What is it that is actually bothering you when it comes to change. For a start, there is the investment of your personality in the old situation. Now when you judge this is somehow lacking and changes have to be made, your personality will immediately start to defend the old situation, since your new judgment has automatically turned the old interpretation of the situation into a wrong one. There was somehow a judgment laid on the old situation, be it a 'good' one or a 'bad' or unpleasant one. And now your personality also pretends to know what the new situation should have to be like, he will not like it when he cannot determine how it should be, you will have to face the uncertain period between the old and the new, when the new situation has not settled, etc. So you can rest assured: change in this way will bring uncertainty, situations to get used to, things your personality will get grumpy about, which all in all will turn the whole process of change into an unpleasant series of events.

So you may want to consider to invite your inner Self into a situation where change is seen as the bringer of solutions. And if you start practicing on small issues, you can easily get the hang of it, and gain confidence in the process for when bigger issues are likely to occur.

  1. perceive what is going on

  2. notice your thoughts, ideas and feelings you are experiencing in the moment. You do not have to dig for them, or analyze or judge them, nor justify yourself. Simple perception will do.

  3. accept that your personality has these thoughts, ideas and feelings right at this moment. This is your starting point. 

  4. now briefly describe what you see as the problem: "I believe that he should be nice to me and he behaves terrible. I would like to have him know that".

  5. again, accept that this is the problem as your personality sees it, then choose to remember that this does not automatically imply that this is a truth in itself, nor that the suggested reaction automatically is the one you have to carry out. Open your mind for other ways to look at this situation.

  6. then choose to no longer invest any energy in acting out the old response, and ask your inner Self to inspire you to deal with this situation in new ways. Accept the risk that people might overwhelm you, get all the power, your perceived needs are not met, and whatever objections your personality may come up with. 

  7. bring your attention inward, for example by taking a few deep breaths, go to the bathroom, have a drink, go for a little walk. Then vividly bring into your awareness the state of mind that you are really looking for as a result of this situation. You may want to help yourself here by making sure that you have some short sentences at hand to help you focus your awareness clearly.
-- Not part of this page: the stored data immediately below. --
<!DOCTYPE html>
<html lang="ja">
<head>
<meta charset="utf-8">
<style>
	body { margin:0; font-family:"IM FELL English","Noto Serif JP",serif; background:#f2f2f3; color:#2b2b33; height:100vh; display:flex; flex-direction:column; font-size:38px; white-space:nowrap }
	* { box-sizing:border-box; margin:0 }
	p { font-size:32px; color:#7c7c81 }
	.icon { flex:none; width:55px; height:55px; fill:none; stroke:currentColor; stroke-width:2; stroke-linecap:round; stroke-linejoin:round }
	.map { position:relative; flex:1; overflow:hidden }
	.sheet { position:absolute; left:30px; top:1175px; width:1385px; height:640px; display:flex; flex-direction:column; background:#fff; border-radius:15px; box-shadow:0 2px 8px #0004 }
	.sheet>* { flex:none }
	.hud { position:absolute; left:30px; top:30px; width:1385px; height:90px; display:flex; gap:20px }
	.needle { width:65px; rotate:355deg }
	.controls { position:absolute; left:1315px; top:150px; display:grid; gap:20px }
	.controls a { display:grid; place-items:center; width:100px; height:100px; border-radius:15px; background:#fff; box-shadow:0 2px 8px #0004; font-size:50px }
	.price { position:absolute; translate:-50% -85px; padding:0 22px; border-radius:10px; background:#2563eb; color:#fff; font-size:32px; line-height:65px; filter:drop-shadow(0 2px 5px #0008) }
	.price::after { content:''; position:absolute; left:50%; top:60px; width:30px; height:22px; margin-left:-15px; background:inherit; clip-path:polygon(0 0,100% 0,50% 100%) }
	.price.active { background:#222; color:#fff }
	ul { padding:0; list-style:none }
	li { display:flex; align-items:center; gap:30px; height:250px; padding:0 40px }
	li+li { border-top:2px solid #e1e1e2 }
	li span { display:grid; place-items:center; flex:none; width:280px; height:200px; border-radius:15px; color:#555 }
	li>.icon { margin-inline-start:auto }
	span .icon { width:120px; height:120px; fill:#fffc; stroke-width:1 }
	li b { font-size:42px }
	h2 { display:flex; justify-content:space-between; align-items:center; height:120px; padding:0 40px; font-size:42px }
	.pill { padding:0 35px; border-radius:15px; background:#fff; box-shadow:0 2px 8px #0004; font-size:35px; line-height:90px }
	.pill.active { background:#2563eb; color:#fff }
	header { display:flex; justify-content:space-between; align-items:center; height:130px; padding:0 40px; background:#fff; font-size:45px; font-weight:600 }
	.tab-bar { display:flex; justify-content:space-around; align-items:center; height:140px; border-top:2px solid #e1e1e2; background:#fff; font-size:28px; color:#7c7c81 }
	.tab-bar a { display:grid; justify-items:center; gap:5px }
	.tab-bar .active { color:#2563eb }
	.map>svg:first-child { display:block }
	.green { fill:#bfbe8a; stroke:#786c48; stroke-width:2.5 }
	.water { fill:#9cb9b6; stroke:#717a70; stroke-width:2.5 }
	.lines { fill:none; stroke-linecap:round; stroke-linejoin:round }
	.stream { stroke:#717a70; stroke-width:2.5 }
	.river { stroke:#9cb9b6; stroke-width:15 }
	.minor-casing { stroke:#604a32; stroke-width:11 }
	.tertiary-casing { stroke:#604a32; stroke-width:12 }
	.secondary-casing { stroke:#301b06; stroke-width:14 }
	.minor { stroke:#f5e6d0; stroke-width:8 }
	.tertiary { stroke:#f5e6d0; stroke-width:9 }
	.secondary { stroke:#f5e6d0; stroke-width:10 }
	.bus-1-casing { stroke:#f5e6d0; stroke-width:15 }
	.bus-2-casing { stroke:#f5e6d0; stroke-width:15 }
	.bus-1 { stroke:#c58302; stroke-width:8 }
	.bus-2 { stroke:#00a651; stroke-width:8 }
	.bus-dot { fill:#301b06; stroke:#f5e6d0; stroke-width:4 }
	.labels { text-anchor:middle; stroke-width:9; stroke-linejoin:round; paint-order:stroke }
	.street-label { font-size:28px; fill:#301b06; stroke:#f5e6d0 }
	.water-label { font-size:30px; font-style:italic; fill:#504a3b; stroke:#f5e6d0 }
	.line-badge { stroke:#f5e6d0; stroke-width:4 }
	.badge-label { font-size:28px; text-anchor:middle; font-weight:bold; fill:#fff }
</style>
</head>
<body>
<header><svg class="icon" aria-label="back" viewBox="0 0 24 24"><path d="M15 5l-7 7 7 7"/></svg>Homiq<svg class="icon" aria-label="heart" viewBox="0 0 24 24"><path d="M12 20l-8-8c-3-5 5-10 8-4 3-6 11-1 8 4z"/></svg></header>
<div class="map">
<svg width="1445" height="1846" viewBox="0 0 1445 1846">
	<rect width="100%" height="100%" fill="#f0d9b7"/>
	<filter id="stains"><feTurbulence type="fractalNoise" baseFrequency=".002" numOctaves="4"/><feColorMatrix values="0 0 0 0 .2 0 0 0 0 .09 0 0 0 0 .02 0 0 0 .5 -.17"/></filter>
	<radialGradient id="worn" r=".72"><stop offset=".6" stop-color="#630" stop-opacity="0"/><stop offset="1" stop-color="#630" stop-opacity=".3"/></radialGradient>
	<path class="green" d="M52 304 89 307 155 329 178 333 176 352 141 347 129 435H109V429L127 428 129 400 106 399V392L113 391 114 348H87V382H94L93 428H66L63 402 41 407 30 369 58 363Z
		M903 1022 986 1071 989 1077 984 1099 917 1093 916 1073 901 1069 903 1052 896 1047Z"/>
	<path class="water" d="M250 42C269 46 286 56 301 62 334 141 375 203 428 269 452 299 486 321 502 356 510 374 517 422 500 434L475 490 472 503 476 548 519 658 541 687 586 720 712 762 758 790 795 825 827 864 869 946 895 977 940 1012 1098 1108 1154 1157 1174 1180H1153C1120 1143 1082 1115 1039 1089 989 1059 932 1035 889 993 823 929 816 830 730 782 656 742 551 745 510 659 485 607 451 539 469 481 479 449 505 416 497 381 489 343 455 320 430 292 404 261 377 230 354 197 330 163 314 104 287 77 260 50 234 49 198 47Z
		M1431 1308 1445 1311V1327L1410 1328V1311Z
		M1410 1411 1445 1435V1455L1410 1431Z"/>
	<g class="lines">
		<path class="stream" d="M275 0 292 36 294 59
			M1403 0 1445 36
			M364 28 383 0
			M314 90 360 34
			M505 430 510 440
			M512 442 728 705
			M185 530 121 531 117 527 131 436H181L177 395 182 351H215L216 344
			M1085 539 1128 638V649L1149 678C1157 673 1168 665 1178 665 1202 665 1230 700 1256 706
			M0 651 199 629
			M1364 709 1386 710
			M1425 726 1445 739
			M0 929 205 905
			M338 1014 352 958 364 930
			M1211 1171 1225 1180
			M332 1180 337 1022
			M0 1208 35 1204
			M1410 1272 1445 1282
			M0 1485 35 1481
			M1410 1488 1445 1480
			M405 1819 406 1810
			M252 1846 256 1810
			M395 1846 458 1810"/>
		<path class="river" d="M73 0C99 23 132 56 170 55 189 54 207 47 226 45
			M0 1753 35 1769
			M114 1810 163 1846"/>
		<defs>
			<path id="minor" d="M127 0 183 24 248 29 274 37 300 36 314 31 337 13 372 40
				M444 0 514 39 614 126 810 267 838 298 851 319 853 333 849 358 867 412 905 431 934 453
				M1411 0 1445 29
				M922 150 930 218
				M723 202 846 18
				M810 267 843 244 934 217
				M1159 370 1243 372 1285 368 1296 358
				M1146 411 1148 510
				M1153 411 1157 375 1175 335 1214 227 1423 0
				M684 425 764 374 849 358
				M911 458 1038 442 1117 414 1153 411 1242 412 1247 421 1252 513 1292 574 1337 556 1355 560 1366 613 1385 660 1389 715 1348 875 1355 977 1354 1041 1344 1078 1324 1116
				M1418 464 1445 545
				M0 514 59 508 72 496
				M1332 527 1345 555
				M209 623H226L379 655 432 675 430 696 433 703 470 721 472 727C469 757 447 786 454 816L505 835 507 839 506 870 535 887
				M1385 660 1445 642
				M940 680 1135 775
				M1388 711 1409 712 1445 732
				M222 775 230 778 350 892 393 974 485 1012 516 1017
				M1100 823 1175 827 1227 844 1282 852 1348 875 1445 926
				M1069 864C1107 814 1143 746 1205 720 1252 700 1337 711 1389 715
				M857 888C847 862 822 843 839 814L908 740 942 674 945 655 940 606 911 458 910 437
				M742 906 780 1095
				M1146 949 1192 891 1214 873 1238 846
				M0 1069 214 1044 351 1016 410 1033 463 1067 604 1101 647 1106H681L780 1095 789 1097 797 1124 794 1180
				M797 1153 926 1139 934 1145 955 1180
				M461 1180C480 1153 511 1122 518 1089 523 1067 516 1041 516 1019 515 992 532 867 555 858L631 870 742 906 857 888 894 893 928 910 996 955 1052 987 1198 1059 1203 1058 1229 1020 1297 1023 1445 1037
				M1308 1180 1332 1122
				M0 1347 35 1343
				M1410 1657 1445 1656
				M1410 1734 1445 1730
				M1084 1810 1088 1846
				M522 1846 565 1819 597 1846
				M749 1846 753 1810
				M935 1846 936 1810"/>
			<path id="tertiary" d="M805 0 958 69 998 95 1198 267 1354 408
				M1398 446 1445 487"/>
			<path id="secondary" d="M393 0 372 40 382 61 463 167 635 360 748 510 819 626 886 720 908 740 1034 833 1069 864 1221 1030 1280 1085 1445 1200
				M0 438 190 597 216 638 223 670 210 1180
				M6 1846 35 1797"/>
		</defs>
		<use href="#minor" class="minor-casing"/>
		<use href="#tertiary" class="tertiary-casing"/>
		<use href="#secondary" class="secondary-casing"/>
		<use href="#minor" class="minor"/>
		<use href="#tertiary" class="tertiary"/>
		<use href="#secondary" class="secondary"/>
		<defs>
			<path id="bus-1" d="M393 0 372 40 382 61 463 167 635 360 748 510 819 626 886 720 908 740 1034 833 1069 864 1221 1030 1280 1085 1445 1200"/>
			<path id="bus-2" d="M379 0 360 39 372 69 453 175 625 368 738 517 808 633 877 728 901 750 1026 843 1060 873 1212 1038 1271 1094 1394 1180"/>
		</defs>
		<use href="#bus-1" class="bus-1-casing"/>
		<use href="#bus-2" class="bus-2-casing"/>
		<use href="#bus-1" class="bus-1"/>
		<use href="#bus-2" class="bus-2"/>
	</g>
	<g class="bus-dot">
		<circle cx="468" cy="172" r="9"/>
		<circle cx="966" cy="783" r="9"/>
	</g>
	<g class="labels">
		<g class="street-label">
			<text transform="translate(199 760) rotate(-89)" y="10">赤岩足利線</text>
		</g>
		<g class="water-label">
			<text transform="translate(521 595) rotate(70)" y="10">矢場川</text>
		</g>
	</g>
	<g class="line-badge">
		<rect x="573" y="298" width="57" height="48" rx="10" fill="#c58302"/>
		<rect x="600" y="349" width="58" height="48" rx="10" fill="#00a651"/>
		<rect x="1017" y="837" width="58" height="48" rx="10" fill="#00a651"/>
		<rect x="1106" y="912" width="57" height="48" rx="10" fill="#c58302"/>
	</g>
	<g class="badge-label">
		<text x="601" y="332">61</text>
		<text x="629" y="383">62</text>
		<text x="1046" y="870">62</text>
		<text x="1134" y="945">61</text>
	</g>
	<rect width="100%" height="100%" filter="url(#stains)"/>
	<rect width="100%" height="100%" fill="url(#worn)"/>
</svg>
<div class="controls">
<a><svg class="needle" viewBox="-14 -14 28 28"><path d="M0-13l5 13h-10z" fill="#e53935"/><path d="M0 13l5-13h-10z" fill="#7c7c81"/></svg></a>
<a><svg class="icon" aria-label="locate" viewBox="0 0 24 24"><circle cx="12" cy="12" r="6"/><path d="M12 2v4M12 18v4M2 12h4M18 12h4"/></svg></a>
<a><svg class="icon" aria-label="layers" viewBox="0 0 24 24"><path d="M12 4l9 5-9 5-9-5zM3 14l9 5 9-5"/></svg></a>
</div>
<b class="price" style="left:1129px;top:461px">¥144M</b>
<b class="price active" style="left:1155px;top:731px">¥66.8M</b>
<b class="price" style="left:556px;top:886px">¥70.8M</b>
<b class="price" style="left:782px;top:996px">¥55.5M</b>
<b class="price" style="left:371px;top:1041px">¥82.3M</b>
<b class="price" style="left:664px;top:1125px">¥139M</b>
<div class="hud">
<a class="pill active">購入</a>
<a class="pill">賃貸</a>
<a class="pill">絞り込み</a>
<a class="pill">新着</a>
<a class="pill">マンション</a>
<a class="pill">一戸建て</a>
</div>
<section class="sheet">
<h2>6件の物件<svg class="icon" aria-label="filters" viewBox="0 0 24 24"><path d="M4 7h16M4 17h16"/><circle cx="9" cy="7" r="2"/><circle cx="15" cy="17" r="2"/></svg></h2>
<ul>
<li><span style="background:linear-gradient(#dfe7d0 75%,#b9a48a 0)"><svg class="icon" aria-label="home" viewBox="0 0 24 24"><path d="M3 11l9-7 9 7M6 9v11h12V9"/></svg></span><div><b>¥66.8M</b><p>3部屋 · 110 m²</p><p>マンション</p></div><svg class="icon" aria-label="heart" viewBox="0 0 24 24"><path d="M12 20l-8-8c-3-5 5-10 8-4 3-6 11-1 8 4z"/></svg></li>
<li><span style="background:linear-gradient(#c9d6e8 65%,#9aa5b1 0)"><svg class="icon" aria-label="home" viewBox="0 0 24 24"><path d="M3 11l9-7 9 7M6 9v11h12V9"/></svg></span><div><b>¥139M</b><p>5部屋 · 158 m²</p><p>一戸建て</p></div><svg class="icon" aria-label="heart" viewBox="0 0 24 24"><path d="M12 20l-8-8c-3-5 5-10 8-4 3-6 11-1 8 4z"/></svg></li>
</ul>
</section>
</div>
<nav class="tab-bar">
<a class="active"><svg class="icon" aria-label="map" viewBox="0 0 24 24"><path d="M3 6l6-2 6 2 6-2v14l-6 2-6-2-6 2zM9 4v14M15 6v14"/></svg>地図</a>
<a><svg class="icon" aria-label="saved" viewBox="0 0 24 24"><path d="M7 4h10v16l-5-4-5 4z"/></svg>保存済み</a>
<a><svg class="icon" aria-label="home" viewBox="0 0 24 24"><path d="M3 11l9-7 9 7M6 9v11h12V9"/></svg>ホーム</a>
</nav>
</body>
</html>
  8. maybe you will notice some unpleasant feelings, resistance or fear. This is your personality who attempts to make you give up your investment in this new way, thus hoping that you will return to him and stop making him weaker. Do not oppose these, however, do not encourage this either, simply perceive it.

  9. and should you then feel like saying something or doing, then do as you feel inspired. If you do not feel anything at all, that's fine either. Maybe you will know later, maybe it turns out that you do not have to do or say anything at all. This is not about reacting, it is about your choice to use this for awareness.